Key Resistance: 54,850, 55,200

Key Support: 54,400, 54,100

Strategy: Sell Bank Nifty Futures near 54,850 with a stop-loss at 55,000, targeting 54,400–54,200.

Ajit Mishra, SVP - Research at Religare Broking

Some consolidation may occur in the Bank Nifty after the steep rally from 49,000 to 56,000 over the past three weeks. Nevertheless, the broader tone remains positive, supported by a breakout from a nine-month-long consolidation range (47,700–54,000). In case of a pullback, buying interest is expected to emerge around the 52,800–53,700 zone, which aligns with the neckline of the breakout and the support of the short-term 20-day EMA. On the upside, the index has the potential to retest recent highs, with immediate targets at 55,500 and then 57,000.

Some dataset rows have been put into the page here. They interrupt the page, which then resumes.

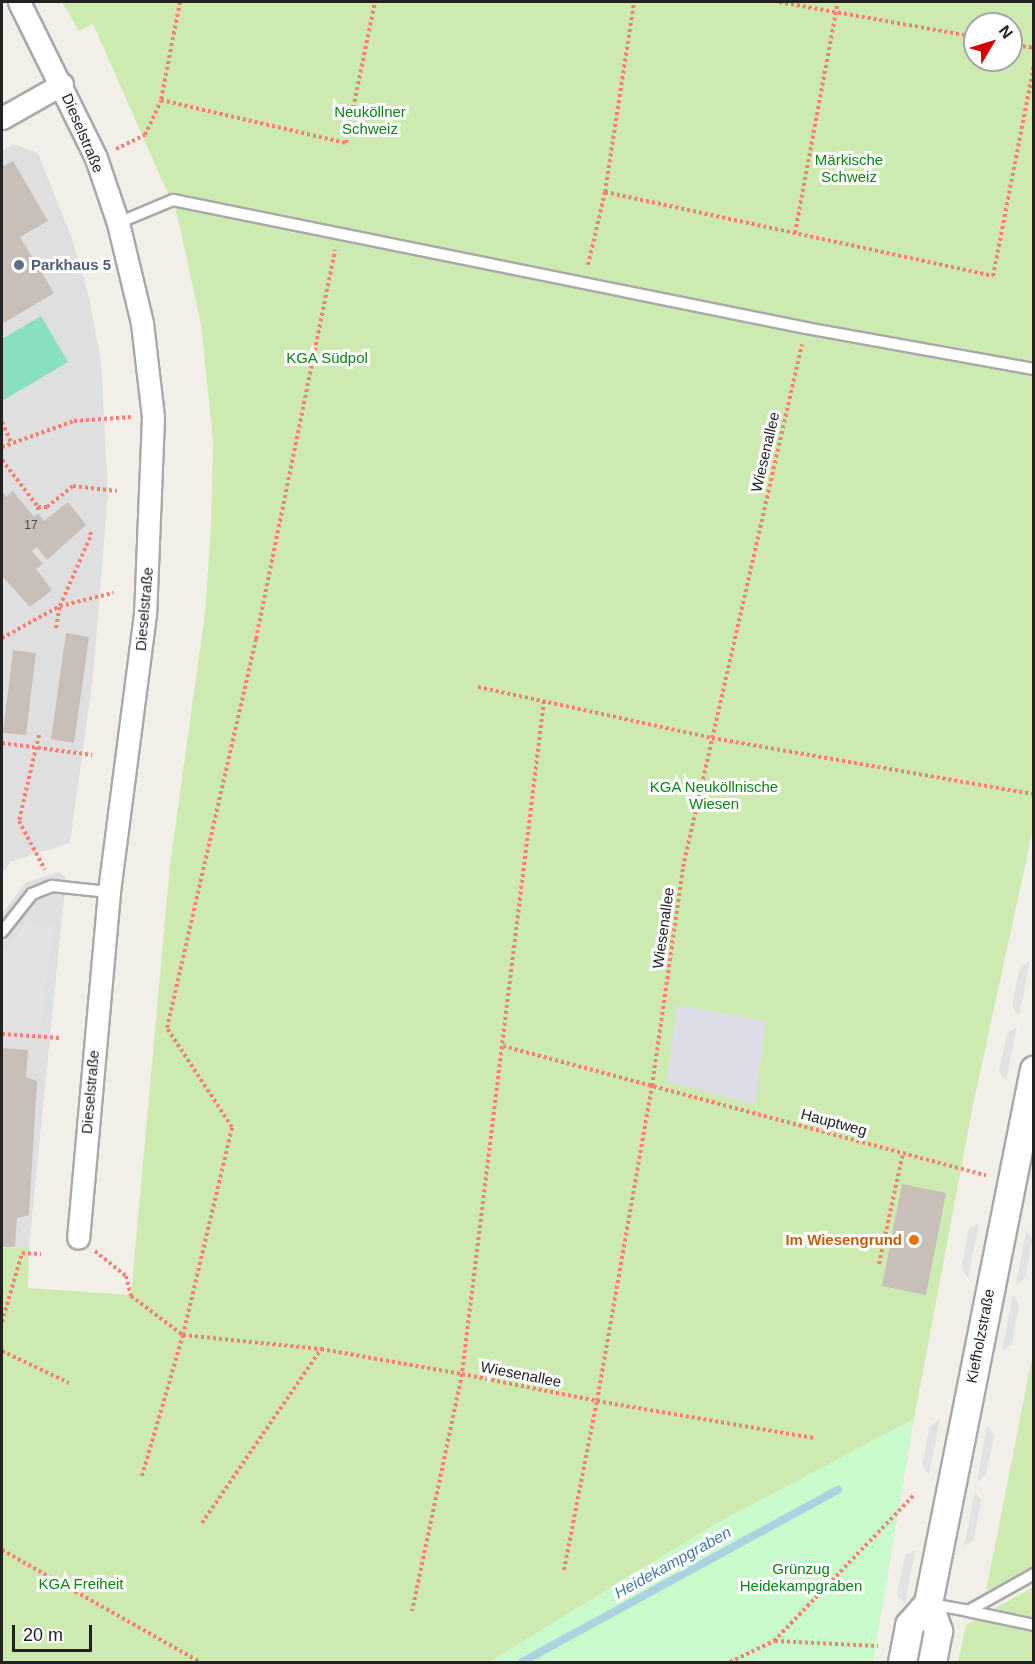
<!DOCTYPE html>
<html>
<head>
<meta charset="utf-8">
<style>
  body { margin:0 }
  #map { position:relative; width:1035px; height:1664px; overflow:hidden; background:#f2efe9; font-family:Helvetica,sans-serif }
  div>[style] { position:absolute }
  .residential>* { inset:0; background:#e0dfdf }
  .grass>* { inset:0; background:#cdebb0 }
  .park>* { inset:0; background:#c8facc }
  .pitch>* { inset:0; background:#88e0be }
  .parking>* { inset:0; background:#e2e2e2 }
  .plaza>* { inset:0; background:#dddde8 }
  .stream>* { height:8px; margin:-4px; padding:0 4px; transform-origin:4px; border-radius:4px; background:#aad3df }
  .building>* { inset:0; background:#c7bfb8 }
  .path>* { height:4px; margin-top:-2px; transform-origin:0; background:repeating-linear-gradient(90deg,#fa8072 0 3px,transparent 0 6px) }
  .roads { filter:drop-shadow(2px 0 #a9a9a9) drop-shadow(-2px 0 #a9a9a9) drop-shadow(0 2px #a9a9a9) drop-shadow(0 -2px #a9a9a9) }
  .service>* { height:10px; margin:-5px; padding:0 5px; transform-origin:5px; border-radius:5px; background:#fff }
  .minor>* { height:21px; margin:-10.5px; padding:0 10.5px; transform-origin:10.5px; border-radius:10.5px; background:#fff }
  .tertiary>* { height:27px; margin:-13.5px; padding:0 13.5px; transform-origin:13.5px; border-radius:13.5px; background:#fff }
  .dots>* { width:16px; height:16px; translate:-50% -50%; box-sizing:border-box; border:3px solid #fff; border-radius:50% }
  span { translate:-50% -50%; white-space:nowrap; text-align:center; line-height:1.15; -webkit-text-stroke:6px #fff; paint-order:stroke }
  .number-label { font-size:12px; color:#4b4948 }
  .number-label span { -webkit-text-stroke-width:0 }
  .park-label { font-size:15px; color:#0c8416 }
  .street-label { font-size:15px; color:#222 }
  .service-label { font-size:15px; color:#4e5e75; font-weight:700 }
  .left { translate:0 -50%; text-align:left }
  .food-label { font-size:15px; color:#c56008; font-weight:700 }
  .right { translate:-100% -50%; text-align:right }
  .water-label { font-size:16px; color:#4a7aab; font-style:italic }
  .frame { position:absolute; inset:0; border:3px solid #222; pointer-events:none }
  .north { position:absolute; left:963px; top:12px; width:60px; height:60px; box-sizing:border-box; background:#fff; border:2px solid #a7a7a7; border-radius:50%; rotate:52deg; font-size:16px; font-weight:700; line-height:24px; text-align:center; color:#222 }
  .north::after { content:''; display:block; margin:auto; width:21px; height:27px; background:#d40000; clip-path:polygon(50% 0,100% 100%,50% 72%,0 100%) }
  .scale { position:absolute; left:12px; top:1625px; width:80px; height:27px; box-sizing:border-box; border:3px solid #222; border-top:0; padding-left:8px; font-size:18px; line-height:21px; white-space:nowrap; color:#222; -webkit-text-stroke:4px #fff; paint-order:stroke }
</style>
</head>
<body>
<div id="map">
  <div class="residential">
    <div style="clip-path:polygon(13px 144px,38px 153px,72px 239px,88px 293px,101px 360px,108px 495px,93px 677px,70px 843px,10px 862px,2px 874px,2px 151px)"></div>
    <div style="clip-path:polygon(59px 872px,66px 878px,29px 1248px,2px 1248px,2px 914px,25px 883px)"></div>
  </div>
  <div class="grass">
    <div style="clip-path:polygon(evenodd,62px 2px,1033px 2px,1033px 829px,973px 1105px,914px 1419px,712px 1526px,489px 1662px,2px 1662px,2px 1248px,29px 1248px,28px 1288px,131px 1295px,170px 865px,205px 613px,211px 526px,213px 440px,201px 324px,177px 214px,93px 24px,79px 31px,62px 2px,975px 24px,1011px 24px,1011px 60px,975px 60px,975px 24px)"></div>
    <div style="clip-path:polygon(1033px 1353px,1033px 1572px,986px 1591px)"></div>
    <div style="clip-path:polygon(1033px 1587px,1033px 1662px,958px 1662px,966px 1625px)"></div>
  </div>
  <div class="park">
    <div style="clip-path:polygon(914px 1419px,873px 1662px,489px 1662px,712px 1526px)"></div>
  </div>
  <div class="pitch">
    <div style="clip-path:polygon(41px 316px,68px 362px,2px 401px,2px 339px)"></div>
  </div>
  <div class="parking">
    <div style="clip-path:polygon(27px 923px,53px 927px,40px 1031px,2px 1029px,2px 953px)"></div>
    <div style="clip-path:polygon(1030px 961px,1019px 1016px,1012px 1006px,1020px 967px)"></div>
    <div style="clip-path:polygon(1017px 1027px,1006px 1081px,999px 1072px,1007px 1033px)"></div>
    <div style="clip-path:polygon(979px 1223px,968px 1278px,961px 1268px,969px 1229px)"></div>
    <div style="clip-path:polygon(1026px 1230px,1033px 1239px,1025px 1278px,1016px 1285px)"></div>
    <div style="clip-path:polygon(1013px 1295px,1019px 1305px,1012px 1344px,1002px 1351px)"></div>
    <div style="clip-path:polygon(940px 1419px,929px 1475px,922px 1465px,930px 1426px)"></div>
    <div style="clip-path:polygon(987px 1426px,994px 1435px,986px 1475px,977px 1482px)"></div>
    <div style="clip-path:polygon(975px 1491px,981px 1501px,974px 1540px,964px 1547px)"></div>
    <div style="clip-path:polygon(915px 1550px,905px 1604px,897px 1595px,905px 1555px)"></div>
  </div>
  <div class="plaza">
    <div style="clip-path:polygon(677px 1005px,766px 1021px,755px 1105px,667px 1081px)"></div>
  </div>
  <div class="stream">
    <div style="left:522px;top:1662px;width:360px;rotate:-28.6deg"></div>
  </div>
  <div class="building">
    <div style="clip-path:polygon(13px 161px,48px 221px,20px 237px,54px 293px,2px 324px,2px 167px)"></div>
    <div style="clip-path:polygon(2px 491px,6px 497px,13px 491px,34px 517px,38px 513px,44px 521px,68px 502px,86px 525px,47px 560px,37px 547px,32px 551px,43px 564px,36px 569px,52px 590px,30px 607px,2px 576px)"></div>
    <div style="clip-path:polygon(66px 633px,89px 637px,74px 743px,51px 739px)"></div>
    <div style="clip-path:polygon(13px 650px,36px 653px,26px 735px,3px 733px)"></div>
    <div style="clip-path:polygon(2px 1048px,28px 1050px,26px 1077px,37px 1081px,29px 1215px,17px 1218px,15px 1247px,2px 1247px)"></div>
    <div style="clip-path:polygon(902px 1184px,946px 1193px,926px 1295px,882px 1286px)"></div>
  </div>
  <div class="path">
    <div style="left:180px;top:2px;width:100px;rotate:101deg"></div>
    <div style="left:161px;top:100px;width:190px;rotate:13.1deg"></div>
    <div style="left:346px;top:143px;width:144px;rotate:-78.4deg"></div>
    <div style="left:779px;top:2px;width:199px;rotate:10.1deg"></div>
    <div style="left:1011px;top:44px;width:23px;rotate:10deg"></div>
    <div style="left:116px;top:149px;width:32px;rotate:-26deg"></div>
    <div style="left:145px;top:135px;width:38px;rotate:-65deg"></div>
    <div style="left:605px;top:192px;width:397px;rotate:12.2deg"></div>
    <div style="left:993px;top:276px;width:214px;rotate:-79deg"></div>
    <div style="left:795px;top:233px;width:235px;rotate:-79.5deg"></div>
    <div style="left:588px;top:265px;width:75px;rotate:-76.9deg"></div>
    <div style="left:605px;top:192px;width:192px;rotate:-81.3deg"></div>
    <div style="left:2px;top:422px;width:24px;rotate:66deg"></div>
    <div style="left:2px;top:447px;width:77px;rotate:-19.9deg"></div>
    <div style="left:74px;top:421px;width:57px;rotate:-4deg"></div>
    <div style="left:2px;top:460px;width:59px;rotate:52.5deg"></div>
    <div style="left:38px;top:507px;width:6px;rotate:90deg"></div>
    <div style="left:38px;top:507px;width:9px"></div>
    <div style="left:47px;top:507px;width:33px;rotate:-39deg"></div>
    <div style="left:73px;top:486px;width:44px;rotate:6.5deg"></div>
    <div style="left:56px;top:628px;width:22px;rotate:-80deg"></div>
    <div style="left:60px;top:606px;width:77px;rotate:-66.4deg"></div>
    <div style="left:91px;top:535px;width:6px;rotate:-108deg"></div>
    <div style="left:2px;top:638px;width:66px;rotate:-28.9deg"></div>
    <div style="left:60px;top:606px;width:55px;rotate:-13.8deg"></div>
    <div style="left:478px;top:687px;width:239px;rotate:12.3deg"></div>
    <div style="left:712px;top:738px;width:327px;rotate:9.9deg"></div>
    <div style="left:544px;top:701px;width:678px;rotate:96.95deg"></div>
    <div style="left:462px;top:1374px;width:138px;rotate:11.3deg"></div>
    <div style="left:597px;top:1401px;width:320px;rotate:-80.1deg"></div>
    <div style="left:652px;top:1086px;width:221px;rotate:-81.9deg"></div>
    <div style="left:683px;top:867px;width:536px;rotate:-77.18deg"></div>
    <div style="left:39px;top:735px;width:88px;rotate:103.1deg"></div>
    <div style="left:19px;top:821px;width:55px;rotate:62deg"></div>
    <div style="left:2px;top:743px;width:91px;rotate:7.6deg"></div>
    <div style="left:2px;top:1034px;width:59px;rotate:3.9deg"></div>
    <div style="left:503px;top:1046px;width:500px;rotate:15deg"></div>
    <div style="left:95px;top:1251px;width:40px;rotate:39deg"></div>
    <div style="left:126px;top:1276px;width:21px;rotate:76deg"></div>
    <div style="left:131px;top:1296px;width:65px;rotate:36.9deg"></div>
    <div style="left:183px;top:1335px;width:139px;rotate:5.8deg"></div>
    <div style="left:321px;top:1349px;width:143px;rotate:10.1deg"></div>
    <div style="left:462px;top:1374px;width:242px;rotate:101.9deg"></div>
    <div style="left:879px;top:1264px;width:114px;rotate:-77.8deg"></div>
    <div style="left:2px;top:1322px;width:72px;rotate:-73.8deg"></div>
    <div style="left:22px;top:1253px;width:19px;rotate:3deg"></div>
    <div style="left:2px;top:1351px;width:74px;rotate:25.5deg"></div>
    <div style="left:142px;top:1476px;width:147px;rotate:-73.8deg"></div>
    <div style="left:183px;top:1335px;width:214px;rotate:-76.7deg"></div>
    <div style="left:232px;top:1127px;width:118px;rotate:-123.3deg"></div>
    <div style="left:167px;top:1028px;width:399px;rotate:-77.1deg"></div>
    <div style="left:256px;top:639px;width:397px;rotate:-78.5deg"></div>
    <div style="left:202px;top:1523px;width:211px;rotate:-55.6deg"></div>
    <div style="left:2px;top:1550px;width:227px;rotate:29.5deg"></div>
    <div style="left:564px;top:1570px;width:172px;rotate:-79deg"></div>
    <div style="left:597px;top:1401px;width:220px;rotate:9.7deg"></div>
    <div style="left:775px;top:1641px;width:103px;rotate:2.8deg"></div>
    <div style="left:730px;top:1662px;width:49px;rotate:-25.5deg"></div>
    <div style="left:774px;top:1641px;width:201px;rotate:-46.2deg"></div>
  </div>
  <div class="roads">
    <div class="service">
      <div style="left:118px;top:223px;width:60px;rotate:-22.7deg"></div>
      <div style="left:173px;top:200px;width:646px;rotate:11.43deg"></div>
      <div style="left:806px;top:328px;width:232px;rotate:10.2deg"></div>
      <div style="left:2px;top:932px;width:48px;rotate:-51.7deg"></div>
      <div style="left:32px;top:894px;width:22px;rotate:-22deg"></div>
      <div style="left:52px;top:886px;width:57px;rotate:6deg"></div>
      <div style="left:930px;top:1604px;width:39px;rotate:10deg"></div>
      <div style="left:968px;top:1611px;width:76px;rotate:-29.3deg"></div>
      <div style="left:968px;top:1611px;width:67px;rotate:12deg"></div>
    </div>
    <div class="minor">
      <div style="left:19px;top:2px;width:174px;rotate:63.7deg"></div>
      <div style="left:96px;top:158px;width:69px;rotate:71.3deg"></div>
      <div style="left:118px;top:223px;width:103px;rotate:76.5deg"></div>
      <div style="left:142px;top:323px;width:95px;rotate:83.3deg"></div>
      <div style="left:153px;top:417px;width:197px;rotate:92.3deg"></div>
      <div style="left:145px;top:614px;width:280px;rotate:97.4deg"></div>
      <div style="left:109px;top:892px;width:347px;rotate:95.1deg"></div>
      <div style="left:2px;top:118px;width:69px;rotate:-29.5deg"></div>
    </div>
    <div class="tertiary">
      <div style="left:928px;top:1603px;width:30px;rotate:70deg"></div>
      <div style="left:938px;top:1631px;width:32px;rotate:101deg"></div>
      <div style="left:902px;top:1662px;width:38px;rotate:-79deg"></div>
      <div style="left:909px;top:1625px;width:29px;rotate:-49deg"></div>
      <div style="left:928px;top:1603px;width:544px;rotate:-78.77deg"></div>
    </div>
  </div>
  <div class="dots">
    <div style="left:19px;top:265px;background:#5c6f8a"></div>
    <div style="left:914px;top:1240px;background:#e8710a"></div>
  </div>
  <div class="number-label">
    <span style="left:31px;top:526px">17</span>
  </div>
  <div class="park-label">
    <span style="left:370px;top:120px">Neuköllner<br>Schweiz</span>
    <span style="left:849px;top:168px">Märkische<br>Schweiz</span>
    <span style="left:327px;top:358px">KGA Südpol</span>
    <span style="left:714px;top:795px">KGA Neuköllnische<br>Wiesen</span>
    <span style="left:801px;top:1577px">Grünzug<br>Heidekampgraben</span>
    <span style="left:81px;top:1584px">KGA Freiheit</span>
  </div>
  <div class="street-label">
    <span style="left:83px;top:133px;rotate:67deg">Dieselstraße</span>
    <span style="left:765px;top:452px;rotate:-77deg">Wiesenallee</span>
    <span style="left:144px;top:609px;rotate:-85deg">Dieselstraße</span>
    <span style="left:663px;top:928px;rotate:-82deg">Wiesenallee</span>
    <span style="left:90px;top:1092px;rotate:-85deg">Dieselstraße</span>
    <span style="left:834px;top:1122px;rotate:15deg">Hauptweg</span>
    <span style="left:980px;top:1336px;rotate:-79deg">Kiefholzstraße</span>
    <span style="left:521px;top:1374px;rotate:11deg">Wiesenallee</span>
  </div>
  <div class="service-label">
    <span class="left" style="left:31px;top:265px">Parkhaus 5</span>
  </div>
  <div class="food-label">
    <span class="right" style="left:902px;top:1240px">Im Wiesengrund</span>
  </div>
  <div class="water-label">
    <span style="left:673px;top:1563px;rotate:-29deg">Heidekampgraben</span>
  </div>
  <div class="frame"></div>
  <div class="north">N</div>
  <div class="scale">20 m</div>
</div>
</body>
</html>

Key Resistance: 55,500, 57,000

Key Support: 53,700, 52,800

Strategy: In line with the benchmark, consider initiating long positions near the support zones while keeping them hedged. We maintain our preference for private banking majors and recommend a selective approach toward PSU banks.

Disclaimer: The views and investment tips expressed by experts on Moneycontrol are their own and not those of the website or its management. Moneycontrol advises users to check with certified experts before taking any investment decisions.